*** Opening of SUPPLIED RECORDS ***

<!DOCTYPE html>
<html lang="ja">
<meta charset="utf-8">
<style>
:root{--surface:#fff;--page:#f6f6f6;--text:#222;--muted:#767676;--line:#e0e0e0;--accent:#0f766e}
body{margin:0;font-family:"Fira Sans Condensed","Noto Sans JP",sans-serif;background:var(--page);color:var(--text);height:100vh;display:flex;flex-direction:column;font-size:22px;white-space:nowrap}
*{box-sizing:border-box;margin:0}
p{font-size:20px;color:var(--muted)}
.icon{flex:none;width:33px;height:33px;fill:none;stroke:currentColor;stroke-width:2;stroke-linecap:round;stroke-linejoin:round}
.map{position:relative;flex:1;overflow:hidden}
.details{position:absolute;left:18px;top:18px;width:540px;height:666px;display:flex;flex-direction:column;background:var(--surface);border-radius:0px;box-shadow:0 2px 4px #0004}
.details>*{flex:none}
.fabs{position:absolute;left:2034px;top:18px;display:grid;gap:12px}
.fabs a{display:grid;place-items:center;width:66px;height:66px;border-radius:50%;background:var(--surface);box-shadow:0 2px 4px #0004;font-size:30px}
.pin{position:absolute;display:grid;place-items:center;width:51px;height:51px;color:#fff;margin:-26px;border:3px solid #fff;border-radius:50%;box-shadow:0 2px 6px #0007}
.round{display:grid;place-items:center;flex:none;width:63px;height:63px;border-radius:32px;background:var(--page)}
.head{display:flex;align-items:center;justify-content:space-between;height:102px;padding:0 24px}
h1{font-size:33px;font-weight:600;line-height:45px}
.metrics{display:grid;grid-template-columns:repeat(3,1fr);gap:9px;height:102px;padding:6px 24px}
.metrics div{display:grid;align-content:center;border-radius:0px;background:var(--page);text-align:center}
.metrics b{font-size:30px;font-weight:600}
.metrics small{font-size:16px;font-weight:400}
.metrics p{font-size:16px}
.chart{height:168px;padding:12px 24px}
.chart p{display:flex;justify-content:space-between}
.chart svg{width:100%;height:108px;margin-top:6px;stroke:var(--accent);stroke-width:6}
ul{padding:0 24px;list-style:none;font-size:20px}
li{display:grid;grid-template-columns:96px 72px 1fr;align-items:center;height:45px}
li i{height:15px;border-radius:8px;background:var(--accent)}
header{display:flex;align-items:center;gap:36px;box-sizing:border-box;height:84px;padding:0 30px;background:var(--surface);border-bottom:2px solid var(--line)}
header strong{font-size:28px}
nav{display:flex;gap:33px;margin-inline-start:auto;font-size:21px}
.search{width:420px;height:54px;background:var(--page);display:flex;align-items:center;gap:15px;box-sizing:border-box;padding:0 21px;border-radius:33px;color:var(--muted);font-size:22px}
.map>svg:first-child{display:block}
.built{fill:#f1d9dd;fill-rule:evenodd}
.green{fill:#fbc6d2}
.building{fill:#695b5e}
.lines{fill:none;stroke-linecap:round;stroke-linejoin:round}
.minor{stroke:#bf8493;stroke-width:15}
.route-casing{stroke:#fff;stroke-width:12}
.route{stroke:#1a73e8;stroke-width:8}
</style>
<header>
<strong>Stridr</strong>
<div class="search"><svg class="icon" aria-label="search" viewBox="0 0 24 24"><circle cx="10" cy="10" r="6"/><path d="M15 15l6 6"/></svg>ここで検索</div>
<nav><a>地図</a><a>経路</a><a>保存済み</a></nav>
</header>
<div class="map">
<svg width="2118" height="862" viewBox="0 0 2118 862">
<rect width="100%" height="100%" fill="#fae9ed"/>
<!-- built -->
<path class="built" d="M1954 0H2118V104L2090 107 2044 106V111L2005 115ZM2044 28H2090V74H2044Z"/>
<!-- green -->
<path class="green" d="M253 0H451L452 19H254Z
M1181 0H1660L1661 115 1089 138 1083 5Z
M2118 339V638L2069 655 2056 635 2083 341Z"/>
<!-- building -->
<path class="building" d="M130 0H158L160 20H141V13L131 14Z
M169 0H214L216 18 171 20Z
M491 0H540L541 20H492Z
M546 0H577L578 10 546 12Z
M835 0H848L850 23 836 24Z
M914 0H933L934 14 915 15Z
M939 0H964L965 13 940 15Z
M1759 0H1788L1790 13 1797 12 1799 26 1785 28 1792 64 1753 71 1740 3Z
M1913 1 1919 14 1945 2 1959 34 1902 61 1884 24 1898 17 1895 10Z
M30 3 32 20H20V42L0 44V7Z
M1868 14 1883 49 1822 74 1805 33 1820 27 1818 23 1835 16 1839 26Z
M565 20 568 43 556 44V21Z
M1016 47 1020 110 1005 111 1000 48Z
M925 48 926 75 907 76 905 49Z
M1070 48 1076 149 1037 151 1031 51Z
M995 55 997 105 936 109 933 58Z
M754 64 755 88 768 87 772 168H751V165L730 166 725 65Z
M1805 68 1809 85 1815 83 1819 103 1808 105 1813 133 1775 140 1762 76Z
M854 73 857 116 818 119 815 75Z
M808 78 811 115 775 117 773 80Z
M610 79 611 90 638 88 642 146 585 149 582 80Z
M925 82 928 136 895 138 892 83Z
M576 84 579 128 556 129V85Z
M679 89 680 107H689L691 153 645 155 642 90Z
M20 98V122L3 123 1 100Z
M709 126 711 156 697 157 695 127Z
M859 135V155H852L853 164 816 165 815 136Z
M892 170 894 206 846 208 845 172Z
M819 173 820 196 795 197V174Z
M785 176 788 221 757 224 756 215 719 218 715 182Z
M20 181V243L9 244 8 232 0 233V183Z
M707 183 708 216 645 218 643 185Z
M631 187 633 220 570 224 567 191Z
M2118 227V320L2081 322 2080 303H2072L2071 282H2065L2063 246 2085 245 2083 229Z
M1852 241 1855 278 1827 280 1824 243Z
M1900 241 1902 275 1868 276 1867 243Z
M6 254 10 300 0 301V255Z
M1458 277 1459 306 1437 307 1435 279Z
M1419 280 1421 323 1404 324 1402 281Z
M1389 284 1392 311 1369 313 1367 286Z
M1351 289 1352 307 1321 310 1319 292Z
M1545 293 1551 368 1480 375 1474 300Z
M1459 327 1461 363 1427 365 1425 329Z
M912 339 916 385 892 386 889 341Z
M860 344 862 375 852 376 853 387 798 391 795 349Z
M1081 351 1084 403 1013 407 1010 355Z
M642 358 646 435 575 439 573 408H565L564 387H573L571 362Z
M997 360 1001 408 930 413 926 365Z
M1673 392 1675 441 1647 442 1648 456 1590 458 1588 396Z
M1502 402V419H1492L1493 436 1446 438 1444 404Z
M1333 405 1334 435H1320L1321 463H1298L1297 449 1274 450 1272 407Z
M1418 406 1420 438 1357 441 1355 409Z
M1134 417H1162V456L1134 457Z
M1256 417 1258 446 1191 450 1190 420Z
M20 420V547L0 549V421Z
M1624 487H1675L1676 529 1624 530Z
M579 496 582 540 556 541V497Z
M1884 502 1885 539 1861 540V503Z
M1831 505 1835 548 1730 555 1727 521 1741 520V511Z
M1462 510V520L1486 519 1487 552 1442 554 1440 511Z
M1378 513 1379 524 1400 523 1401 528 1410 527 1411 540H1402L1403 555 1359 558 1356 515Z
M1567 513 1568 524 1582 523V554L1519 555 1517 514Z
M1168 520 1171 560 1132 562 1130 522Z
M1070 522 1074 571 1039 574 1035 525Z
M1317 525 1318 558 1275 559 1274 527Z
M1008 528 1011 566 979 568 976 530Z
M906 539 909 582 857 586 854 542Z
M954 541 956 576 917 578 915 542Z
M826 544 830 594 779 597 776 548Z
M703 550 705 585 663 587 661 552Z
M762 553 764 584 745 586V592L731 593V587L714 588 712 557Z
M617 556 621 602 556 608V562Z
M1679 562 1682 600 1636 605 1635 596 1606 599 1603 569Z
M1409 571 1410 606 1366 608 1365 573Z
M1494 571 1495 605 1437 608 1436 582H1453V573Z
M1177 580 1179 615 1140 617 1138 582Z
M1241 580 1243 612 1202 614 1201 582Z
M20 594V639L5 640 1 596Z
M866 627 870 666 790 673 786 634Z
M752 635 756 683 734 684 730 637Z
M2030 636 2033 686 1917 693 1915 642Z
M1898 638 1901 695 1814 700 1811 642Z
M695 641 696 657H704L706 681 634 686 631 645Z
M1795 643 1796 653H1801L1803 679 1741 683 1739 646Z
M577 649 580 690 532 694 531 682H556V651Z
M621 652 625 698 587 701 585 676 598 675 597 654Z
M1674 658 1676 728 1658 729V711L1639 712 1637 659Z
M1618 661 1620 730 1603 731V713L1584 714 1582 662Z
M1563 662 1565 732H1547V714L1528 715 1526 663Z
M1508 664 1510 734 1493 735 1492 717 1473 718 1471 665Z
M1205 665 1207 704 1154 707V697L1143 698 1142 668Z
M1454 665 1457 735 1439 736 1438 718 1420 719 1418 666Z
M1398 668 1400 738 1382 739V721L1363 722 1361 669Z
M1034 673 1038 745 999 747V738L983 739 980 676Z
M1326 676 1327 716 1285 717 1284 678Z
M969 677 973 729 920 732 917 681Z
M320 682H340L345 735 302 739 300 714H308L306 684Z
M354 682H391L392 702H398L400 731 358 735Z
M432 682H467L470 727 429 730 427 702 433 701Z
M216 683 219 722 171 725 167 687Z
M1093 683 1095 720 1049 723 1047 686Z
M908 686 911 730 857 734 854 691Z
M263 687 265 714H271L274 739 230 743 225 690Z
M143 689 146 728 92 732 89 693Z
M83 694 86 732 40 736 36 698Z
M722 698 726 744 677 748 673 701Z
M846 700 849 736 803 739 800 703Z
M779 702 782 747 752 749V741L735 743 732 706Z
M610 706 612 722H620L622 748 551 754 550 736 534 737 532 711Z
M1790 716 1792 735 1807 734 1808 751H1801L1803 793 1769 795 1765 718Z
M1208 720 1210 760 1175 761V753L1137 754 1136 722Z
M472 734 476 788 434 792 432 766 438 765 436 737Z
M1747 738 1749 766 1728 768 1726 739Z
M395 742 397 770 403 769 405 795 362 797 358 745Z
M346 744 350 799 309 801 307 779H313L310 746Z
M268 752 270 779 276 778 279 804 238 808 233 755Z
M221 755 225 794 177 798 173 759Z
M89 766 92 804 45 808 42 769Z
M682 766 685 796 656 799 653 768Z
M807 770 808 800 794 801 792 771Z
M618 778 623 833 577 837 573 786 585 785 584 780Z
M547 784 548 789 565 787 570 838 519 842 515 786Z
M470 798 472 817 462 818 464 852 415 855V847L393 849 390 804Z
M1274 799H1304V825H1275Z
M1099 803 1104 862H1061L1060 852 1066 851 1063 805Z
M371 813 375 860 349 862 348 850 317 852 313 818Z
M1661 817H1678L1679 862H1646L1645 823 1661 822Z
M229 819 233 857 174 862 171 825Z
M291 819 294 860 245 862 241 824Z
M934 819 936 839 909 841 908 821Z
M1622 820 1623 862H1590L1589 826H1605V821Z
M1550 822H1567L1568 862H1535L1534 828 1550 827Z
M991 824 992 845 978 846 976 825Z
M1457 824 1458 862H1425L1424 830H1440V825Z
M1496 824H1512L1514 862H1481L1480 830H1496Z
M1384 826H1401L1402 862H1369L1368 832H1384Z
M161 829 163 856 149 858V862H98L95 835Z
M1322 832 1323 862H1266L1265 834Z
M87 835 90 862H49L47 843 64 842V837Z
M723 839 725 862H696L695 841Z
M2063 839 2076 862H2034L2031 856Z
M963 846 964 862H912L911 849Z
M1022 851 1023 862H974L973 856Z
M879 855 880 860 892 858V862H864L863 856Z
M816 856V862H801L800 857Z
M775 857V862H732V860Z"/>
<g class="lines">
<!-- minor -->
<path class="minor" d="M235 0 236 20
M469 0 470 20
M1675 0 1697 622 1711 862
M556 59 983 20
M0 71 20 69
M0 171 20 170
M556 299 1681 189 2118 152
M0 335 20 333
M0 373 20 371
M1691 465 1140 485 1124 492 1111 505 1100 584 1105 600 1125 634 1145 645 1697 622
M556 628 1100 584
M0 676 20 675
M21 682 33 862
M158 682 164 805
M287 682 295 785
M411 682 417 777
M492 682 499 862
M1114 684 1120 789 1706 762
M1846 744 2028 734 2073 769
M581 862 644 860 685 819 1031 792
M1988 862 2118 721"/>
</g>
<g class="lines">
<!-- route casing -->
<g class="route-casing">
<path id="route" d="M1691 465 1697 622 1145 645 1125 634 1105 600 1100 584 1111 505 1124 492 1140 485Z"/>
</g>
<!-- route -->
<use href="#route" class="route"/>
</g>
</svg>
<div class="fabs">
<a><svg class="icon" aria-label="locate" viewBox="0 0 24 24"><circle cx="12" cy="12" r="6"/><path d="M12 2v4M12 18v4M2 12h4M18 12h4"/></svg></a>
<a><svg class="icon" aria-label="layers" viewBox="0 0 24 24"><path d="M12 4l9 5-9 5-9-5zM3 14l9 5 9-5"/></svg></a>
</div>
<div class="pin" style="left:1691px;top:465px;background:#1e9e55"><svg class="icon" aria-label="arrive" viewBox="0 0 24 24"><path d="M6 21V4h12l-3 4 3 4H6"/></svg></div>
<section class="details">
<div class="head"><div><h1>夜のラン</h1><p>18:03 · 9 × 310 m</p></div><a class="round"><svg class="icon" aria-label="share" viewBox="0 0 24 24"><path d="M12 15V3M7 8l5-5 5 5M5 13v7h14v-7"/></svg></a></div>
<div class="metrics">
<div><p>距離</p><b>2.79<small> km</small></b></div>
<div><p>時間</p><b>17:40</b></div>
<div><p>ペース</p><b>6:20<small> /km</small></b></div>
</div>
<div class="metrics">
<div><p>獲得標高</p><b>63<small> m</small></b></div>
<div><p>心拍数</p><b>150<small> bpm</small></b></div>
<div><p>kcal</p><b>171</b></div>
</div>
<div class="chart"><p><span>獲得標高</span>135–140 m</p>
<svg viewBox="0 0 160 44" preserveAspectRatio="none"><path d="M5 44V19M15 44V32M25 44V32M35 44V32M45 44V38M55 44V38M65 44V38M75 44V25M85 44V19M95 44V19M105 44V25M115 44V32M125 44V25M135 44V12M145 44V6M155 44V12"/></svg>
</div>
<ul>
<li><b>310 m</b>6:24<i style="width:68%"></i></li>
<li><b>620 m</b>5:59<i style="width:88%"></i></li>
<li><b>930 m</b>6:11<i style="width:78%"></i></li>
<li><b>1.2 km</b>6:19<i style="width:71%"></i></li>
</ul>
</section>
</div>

*** Close of SUPPLIED RECORDS ***
*** Opening of SUPPLIED RECORDS ***

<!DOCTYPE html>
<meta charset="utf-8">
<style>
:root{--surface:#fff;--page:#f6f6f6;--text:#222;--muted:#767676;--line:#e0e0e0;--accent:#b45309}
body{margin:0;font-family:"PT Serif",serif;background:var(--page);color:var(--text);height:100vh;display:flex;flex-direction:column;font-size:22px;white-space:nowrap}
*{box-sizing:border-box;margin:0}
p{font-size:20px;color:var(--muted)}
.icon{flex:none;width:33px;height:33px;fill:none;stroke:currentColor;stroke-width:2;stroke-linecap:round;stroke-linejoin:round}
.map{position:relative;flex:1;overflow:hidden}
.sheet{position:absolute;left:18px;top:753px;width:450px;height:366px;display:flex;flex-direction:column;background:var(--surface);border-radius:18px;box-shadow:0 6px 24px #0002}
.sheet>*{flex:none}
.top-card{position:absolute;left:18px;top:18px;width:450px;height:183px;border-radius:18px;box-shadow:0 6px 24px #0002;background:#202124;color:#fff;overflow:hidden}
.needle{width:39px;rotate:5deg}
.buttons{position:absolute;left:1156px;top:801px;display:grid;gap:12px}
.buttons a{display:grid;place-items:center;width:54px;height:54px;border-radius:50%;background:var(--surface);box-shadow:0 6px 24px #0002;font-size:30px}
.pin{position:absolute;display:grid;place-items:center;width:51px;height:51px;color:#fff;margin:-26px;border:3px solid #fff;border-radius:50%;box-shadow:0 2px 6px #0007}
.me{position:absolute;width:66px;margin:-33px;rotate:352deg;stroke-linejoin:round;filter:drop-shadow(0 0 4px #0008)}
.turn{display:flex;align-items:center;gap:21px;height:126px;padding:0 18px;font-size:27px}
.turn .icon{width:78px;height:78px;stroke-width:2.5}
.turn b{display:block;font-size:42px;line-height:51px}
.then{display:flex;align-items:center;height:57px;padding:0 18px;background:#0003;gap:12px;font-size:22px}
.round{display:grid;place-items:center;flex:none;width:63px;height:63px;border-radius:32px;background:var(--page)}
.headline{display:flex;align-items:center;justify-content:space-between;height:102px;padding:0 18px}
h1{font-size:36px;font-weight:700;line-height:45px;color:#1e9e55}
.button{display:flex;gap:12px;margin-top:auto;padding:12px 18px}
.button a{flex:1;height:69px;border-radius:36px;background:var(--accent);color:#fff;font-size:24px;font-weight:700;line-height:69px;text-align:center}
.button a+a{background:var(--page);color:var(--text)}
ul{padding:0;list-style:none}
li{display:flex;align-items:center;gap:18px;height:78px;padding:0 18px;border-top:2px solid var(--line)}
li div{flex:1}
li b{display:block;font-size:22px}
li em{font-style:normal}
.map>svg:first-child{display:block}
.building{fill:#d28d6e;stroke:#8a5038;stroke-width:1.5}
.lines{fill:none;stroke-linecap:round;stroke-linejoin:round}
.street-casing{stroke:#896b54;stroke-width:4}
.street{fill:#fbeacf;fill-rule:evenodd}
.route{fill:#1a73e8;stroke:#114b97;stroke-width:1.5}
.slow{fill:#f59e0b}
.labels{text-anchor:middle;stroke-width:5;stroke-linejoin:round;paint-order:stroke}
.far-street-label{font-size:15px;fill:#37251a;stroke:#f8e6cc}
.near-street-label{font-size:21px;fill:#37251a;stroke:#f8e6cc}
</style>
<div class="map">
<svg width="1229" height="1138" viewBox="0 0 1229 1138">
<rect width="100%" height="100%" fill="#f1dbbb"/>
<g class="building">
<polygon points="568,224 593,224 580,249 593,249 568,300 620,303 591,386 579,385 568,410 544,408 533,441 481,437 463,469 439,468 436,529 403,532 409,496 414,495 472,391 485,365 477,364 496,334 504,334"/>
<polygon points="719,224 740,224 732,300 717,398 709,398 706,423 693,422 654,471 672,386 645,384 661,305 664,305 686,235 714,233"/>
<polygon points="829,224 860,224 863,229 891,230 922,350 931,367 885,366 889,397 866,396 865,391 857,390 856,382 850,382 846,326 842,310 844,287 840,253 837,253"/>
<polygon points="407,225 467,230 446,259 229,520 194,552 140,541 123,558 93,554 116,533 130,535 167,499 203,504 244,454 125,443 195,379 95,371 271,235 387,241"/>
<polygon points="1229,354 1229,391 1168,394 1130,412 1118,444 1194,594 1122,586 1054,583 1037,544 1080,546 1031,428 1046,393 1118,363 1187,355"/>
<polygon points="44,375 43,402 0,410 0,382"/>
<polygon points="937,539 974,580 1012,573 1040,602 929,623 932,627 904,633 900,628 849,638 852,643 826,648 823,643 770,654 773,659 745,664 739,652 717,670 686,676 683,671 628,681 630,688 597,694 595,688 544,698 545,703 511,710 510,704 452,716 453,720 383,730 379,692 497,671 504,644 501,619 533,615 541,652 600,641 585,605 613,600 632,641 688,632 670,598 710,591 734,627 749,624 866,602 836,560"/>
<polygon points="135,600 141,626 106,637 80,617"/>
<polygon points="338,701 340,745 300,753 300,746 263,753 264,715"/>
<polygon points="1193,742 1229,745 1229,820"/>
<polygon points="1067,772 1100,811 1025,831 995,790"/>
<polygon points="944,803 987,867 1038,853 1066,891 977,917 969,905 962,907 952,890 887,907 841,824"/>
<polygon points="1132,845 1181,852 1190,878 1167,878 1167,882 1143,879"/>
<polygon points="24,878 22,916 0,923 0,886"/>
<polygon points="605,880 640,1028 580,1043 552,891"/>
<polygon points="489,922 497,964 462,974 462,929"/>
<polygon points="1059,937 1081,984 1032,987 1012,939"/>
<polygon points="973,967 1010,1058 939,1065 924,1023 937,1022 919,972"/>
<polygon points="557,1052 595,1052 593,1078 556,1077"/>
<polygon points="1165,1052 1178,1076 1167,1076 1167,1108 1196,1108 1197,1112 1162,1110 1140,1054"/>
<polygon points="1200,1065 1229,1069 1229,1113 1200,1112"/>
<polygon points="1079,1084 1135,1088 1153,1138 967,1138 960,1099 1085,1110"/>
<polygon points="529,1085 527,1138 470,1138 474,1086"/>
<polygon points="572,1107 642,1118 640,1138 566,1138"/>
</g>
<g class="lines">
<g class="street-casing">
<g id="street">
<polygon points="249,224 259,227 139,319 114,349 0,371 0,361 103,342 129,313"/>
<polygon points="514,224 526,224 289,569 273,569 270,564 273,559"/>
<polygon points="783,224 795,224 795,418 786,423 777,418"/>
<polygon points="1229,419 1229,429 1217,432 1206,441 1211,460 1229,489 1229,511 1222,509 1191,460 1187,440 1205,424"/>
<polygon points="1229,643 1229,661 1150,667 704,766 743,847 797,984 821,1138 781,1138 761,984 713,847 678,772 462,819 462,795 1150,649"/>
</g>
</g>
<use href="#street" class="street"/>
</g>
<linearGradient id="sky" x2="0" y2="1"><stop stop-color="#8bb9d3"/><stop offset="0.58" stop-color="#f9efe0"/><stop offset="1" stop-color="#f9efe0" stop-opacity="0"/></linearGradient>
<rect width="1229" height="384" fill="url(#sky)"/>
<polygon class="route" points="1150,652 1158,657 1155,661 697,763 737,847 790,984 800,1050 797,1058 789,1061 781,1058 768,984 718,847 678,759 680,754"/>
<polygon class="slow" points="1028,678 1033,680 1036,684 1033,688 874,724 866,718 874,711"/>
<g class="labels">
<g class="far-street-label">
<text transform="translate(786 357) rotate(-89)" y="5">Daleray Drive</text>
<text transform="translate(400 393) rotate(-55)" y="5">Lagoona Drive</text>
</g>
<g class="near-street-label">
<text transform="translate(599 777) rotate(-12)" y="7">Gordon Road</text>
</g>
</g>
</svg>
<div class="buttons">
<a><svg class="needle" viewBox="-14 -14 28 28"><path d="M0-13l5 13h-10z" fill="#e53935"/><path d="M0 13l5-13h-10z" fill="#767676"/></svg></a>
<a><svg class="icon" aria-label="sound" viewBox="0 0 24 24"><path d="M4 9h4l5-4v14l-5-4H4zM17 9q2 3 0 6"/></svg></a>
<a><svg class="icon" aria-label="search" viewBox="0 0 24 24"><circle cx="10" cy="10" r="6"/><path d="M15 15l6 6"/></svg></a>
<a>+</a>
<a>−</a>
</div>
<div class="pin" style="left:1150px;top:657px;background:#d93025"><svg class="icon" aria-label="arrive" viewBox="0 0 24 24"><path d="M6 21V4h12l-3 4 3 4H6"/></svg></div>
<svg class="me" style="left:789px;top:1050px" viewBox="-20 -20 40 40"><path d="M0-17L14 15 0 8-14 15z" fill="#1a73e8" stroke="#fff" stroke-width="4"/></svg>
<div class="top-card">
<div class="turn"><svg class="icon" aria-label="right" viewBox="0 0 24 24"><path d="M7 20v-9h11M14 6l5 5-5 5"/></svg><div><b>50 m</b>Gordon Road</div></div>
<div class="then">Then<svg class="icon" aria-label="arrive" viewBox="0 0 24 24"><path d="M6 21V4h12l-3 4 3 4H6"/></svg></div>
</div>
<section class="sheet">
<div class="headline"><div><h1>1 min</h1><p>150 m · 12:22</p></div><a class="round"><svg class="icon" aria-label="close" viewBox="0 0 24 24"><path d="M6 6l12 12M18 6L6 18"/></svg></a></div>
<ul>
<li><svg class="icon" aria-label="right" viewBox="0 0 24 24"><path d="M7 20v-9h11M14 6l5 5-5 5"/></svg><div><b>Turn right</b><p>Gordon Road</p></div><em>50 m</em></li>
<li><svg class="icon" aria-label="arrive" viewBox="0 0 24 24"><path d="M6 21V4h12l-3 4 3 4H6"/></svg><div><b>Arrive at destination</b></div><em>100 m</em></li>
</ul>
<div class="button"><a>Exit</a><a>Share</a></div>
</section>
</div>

*** Close of SUPPLIED RECORDS ***

TASK DETAILS:
The required answer is each line of the data in which the word "fabs" appears.

WRITTEN RESPONSE:
.fabs{position:absolute;left:2034px;top:18px;display:grid;gap:12px}
.fabs a{display:grid;place-items:center;width:66px;height:66px;border-radius:50%;background:var(--surface);box-shadow:0 2px 4px #0004;font-size:30px}
<div class="fabs">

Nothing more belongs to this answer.